FASHION UPDATE: Put your clothes on

VINCE:Hey Steph, what is the deal with all these dudes taking their shirts off in the parking lot at Miller Park? I think I saw more bad tattoos than Brewers logos at the game we went to a couple of weeks ago. Is this in any way acceptable? I say no, but maybe that's just because I don't have any sweet tats brah. I mean, I'm not going to pretend that I've never stripped my shirt off to do the Macarena, but there is a specific time and place where that kind of thing is appropriate. Like a bar mitzvah. You have to read your surroundings when you are doing that stuff and a parking lot filled with people is not that time or that place.In my mind there are maybe six people who can pull off the "casually hanging out in public without a shirt on" look and those people are Matthew McConaughey, D'Angelo, Channing Tatum, Ryan Gosling, David Beckham and John C. Reilly. Oh, and Joel McHale. I'm pretty gay for Joel McHale. (hi joel ;)) Pretty sure none of those dudes are tailgating at Miller Park this season so everyone else needs to shirt up, period. I don't care how hot it is. This isn't the beach. You aren't playing with sand toys. Nobody wants to see your back tattoo that reads "PLEASE FORGIVE ME" or watch you drip a glob of mustard off of your brat and into your taco meat. Please keep your shirt on.
Now am I just a hater because I am more Louis CK than Donald Glover with my shirt off? Or am I right about this one? Please tell me I'm right.
STEPH: Now I understand that I am the (sometimes) proud owner of a vagina but I don't really love seeing dudes without their shirts, it makes me feel uncomfortable. I find myself staring at their nipples and then checking out their abs or lack thereof. 9 out of 10 times, the men that are shirtless at Miller Park are essentially some form of this lad.
I understand that manning a grill while drinking booze in the sun can get a fella a little heated but, Jesus Christ, keep the shirts on. There is no way that tailgating without a shirt is acceptable, how can going sans shirt be that much more refreshing than wearing, say, a cotton t-shirt? The bottom line is that guys are douche bags. Douche bags like to be shirtless. Shirtless dudes end up on Cops. So, in conclusion if you are at Miller Park without a shirt on you will end up on Cops.
VINCE: I'm glad we settled this. I think we should rank taking your shirt off in the parking lot slightly behind "jerseys with your name on it" and "Brewers heels", but above "mixing old and new logos" and "being Front Row Amy" in the Official Miller Park Fashion Rules.
A few thoughts before we go.
1. Is that a cell phone or a pocket knife on his belt? If it's a pocket knife this dude might be a secret genius because, really, those Miller Lite punch top cans are way too hard to punch. And this is coming from a guy who has a lot of extra wrist strength if you know what I mean.
2. There is no way in hell that guy doesn't listen to "Red Solo Cup" four or five times a day. No way. (By the way, "Red Solo Cup" is such an awful song that I am planning on having blue or green Solo cups at the Pants Party just to avoid the off chance that someone gets that song stuck in my head.)
3. Seriously though, your boyfriend looks really cute in this picture.
STEPH: He does, doesn't he? Way better than this shirtless dickface.
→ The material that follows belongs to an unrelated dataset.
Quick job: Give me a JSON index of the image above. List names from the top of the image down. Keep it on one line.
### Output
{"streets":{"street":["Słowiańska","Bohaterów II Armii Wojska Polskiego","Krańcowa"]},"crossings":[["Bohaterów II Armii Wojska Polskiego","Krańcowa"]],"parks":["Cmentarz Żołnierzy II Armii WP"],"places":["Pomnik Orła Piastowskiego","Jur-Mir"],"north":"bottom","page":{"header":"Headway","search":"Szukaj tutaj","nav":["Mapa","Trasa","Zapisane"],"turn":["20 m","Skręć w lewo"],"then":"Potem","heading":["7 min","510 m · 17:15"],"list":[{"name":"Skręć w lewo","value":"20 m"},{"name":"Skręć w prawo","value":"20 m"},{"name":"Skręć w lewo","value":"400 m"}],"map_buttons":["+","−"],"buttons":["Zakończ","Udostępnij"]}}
Aren't we funny? Don't we seem cool to hang with? Come hang with us at Miller Park Drunk's Pants Party 2 7/15 at Miller Park. Check out our facebook page for food and drink options.


16
Jun 12

Pants Party 2 is one month away!

We are now one month away from Miller Park Drunk's Pants Party 2 and somehow there are still tickets available. I don't know why. It's a great deal and you get to drink with some of the coolest people around (and Tyler.) We're drinking, we're eating, we're playing games and we're giving a ton of stuff away in a raffle. It's going to be a good time. So why aren't we sold out?

Well, I have a theory. You see about a year ago I broke up with my girlfriend and somehow thought writing terrible blog posts would get her back. (It didn't. Thank god.) What I didn't think of at the time was that I sounded like a total pussy and a year later nobody would want to come to my Pants Party because they think I have no balls. Seriously, look at this:

Not trying to get too "inside baseball" here, but the truth is that when you stop being yourself you stop being someone that people like to spend time with. Being "the" Miller Park Drunk all the time was a stupid goal and I've changed in a way where that isn't what I want to do anymore, but that doesn't mean that I want to stop having great times at Brewers games.
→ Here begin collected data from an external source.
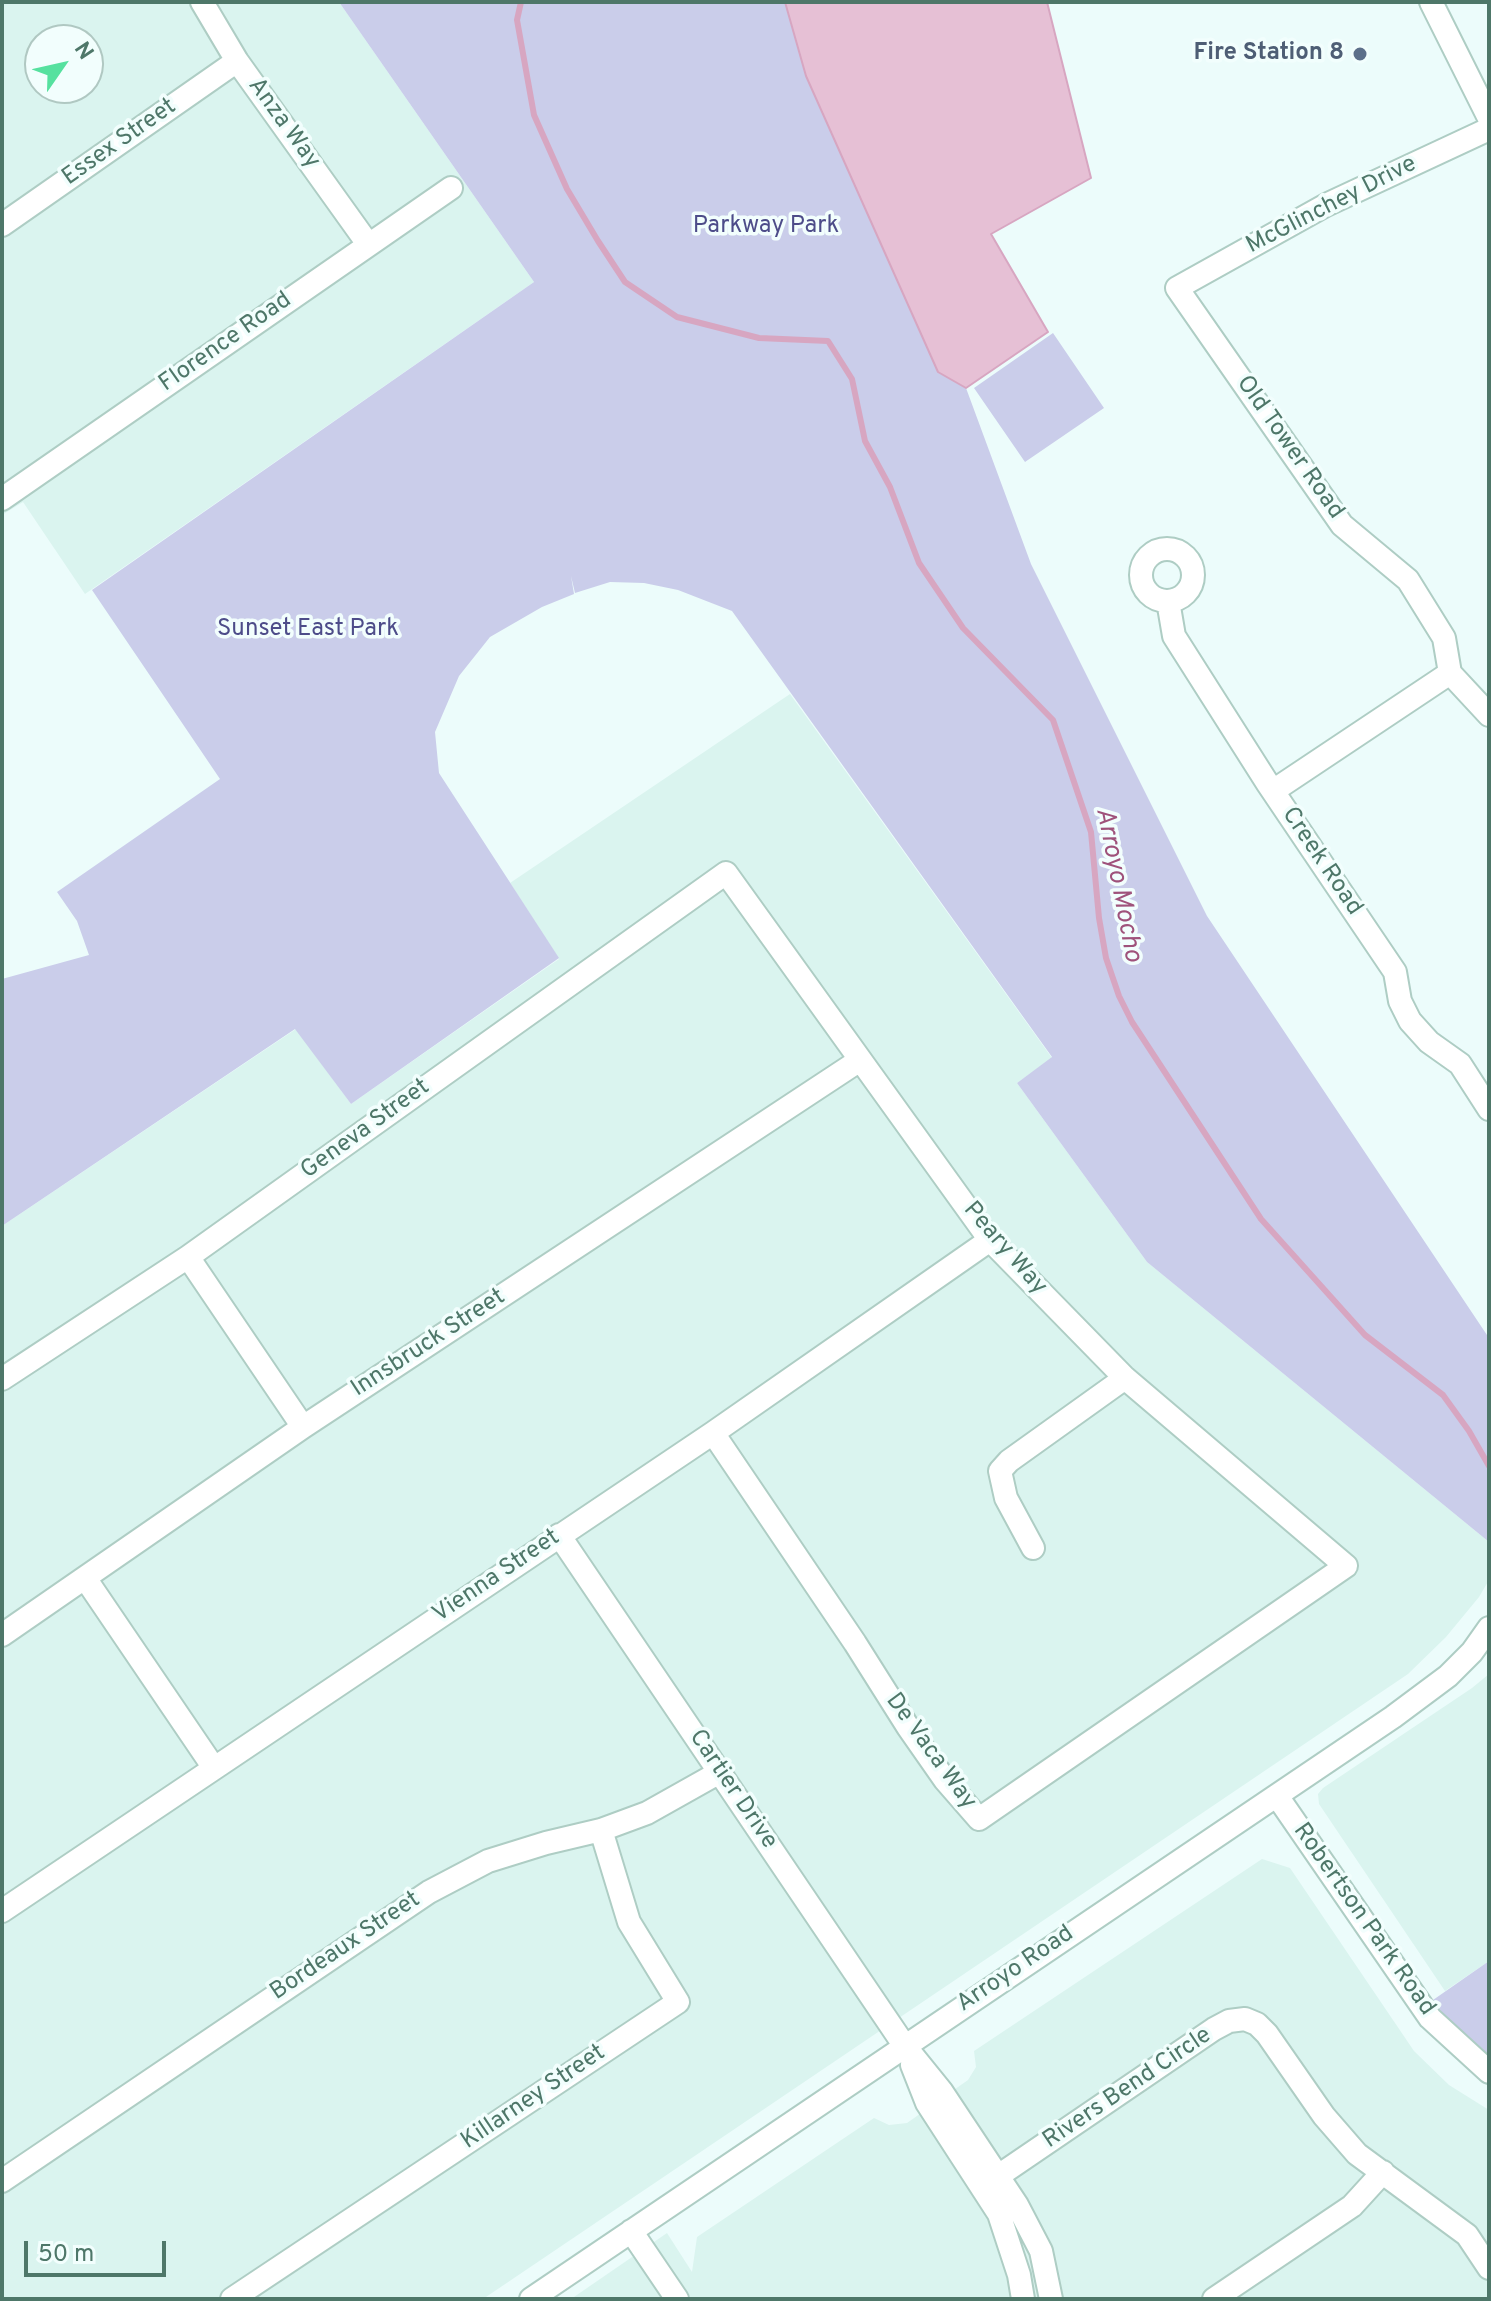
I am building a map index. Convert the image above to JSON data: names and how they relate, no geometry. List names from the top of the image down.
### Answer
{
  "streets": {
    "street": [
      "Anza Way",
      "Essex Street",
      "McGlinchey Drive",
      "Florence Road",
      "Old Tower Road",
      "Creek Road",
      "Geneva Street",
      "Peary Way",
      "Innsbruck Street",
      "Vienna Street",
      "De Vaca Way",
      "Cartier Drive",
      "Robertson Park Road",
      "Bordeaux Street",
      "Arroyo Road",
      "Rivers Bend Circle",
      "Killarney Street"
    ]
  },
  "crossings": [
    ["Anza Way", "Essex Street"],
    ["Anza Way", "Florence Road"],
    ["McGlinchey Drive", "Old Tower Road"],
    ["Geneva Street", "Peary Way"],
    ["Peary Way", "Innsbruck Street"],
    ["Peary Way", "Vienna Street"],
    ["Peary Way", "De Vaca Way"],
    ["Vienna Street", "De Vaca Way"],
    ["Vienna Street", "Cartier Drive"],
    ["Cartier Drive", "Bordeaux Street"],
    ["Cartier Drive", "Arroyo Road"],
    ["Robertson Park Road", "Arroyo Road"],
    ["Bordeaux Street", "Killarney Street"]
  ],
  "water": ["Arroyo Mocho"],
  "parks": ["Parkway Park", "Sunset East Park"],
  "places": ["Fire Station 8"],
  "scale_bar": "50 m",
  "north": "top right"
}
(Excuse me I have to stab myself in the eye with a lead based pencil a few times. Be right back.) Continue reading →


29
May 12

Pants Party 2: Sausage Fest

On August 29th 2010 people gathered at Miller Park from all over the fine state of Wisconsin to take part in an event known as "Miller Park Drunk's Pants Party." Few knew what they were getting into before the event, but after some amazing food, a great party, a Brewers win and a pantsless kegstand; everyone who attended realized they just had one of the greatest times ever and their lives were never the same a-gain.
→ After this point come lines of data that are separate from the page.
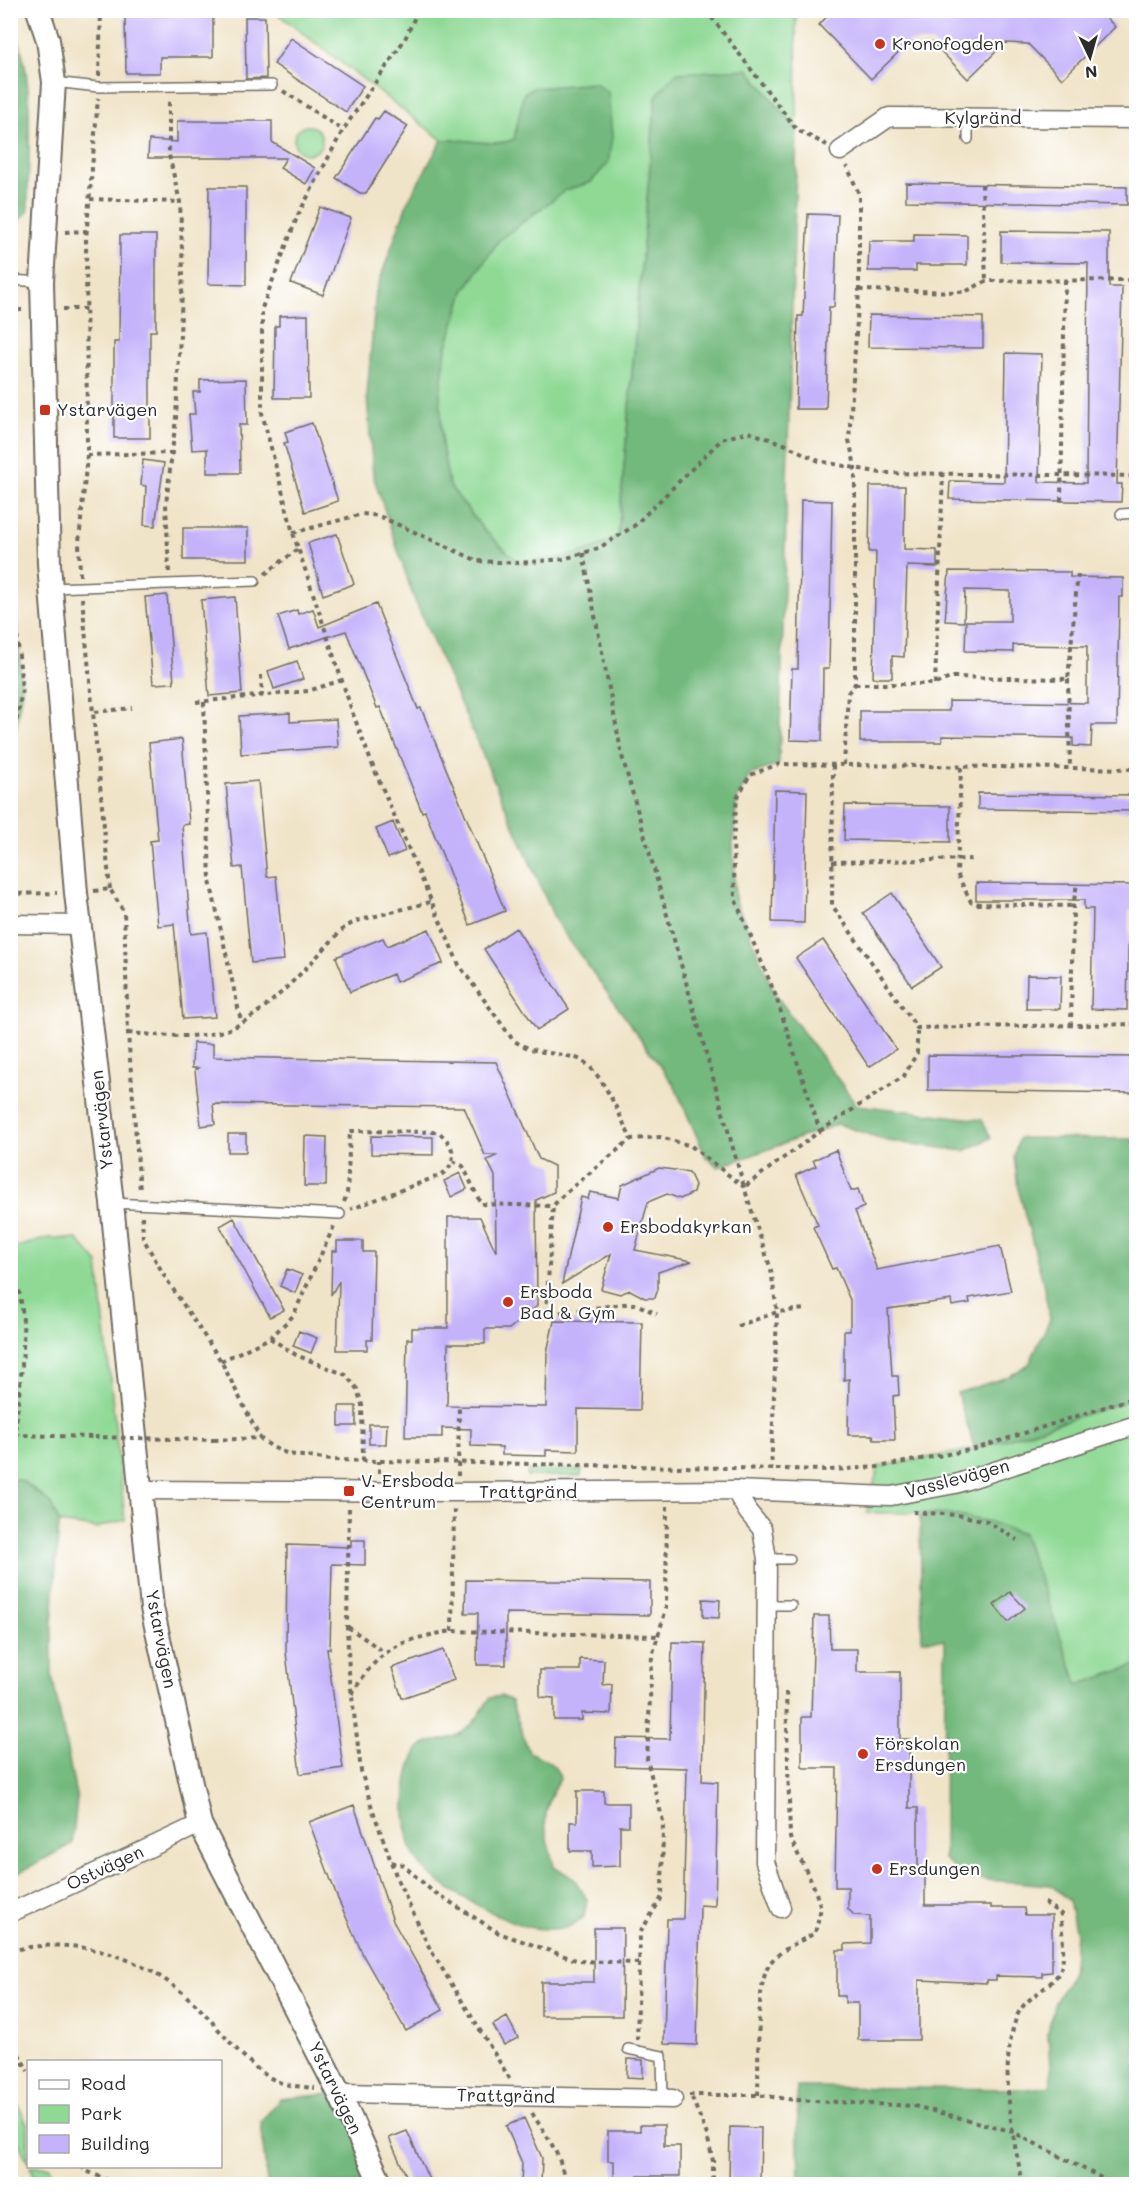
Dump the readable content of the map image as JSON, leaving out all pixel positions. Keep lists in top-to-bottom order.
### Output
{
  "streets": {
    "street": [
      "Kylgränd",
      "Ystarvägen",
      "Vasslevägen",
      "Trattgränd",
      "Ostvägen"
    ]
  },
  "crossings": [
    ["Ystarvägen", "Trattgränd"],
    ["Ystarvägen", "Ostvägen"],
    ["Vasslevägen", "Trattgränd"]
  ],
  "places": {
    "other": [
      "Kronofogden",
      "Ersbodakyrkan",
      "Ersboda Bad & Gym",
      "Förskolan Ersdungen",
      "Ersdungen"
    ],
    "transit": ["Ystarvägen", "V. Ersboda Centrum"]
  },
  "legend": ["Road", "Park", "Building"],
  "north": "bottom"
}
For a variety of reasons 2011 did not feature a return event and many people were left extremely disappointed. Some turned to hard drugs to ease the pain, others to crime. (One dude even ate another dude's face in Florida.) Relationships crumbled, the dead rose from the grave, humans were sacrificed, cats and dogs started living together... it was mass hysteria! But that's all over now because today is a new dawn.

The clouds have parted, the sun has come out and Miller Park Drunk's Pants Party has returned. Rejoice because on July 15th...

Continue reading →


16
May 12

FJM: Milwaukee Brewers, Fire Sale Time?

At some point in this site's history I joined the Yardbarker network and because I did that I had to put this little link box thing that you see on the right side of this page with some relevant links to other Milwaukee Brewers content on their network. I was told if I did this that I would get more hits, more exposure and more money. While I'm still waiting on basically all of those things I have still had the chance to check out some other Brewers websites that I normally wouldn't have otherwise. Why wouldn't I have read them you ask? Because they are not good, that's why. I don't know nearly enough about Yardbarker to make judgements on them, but from what I've seen regarding the Brewers they will basically let anyone become a member of their network.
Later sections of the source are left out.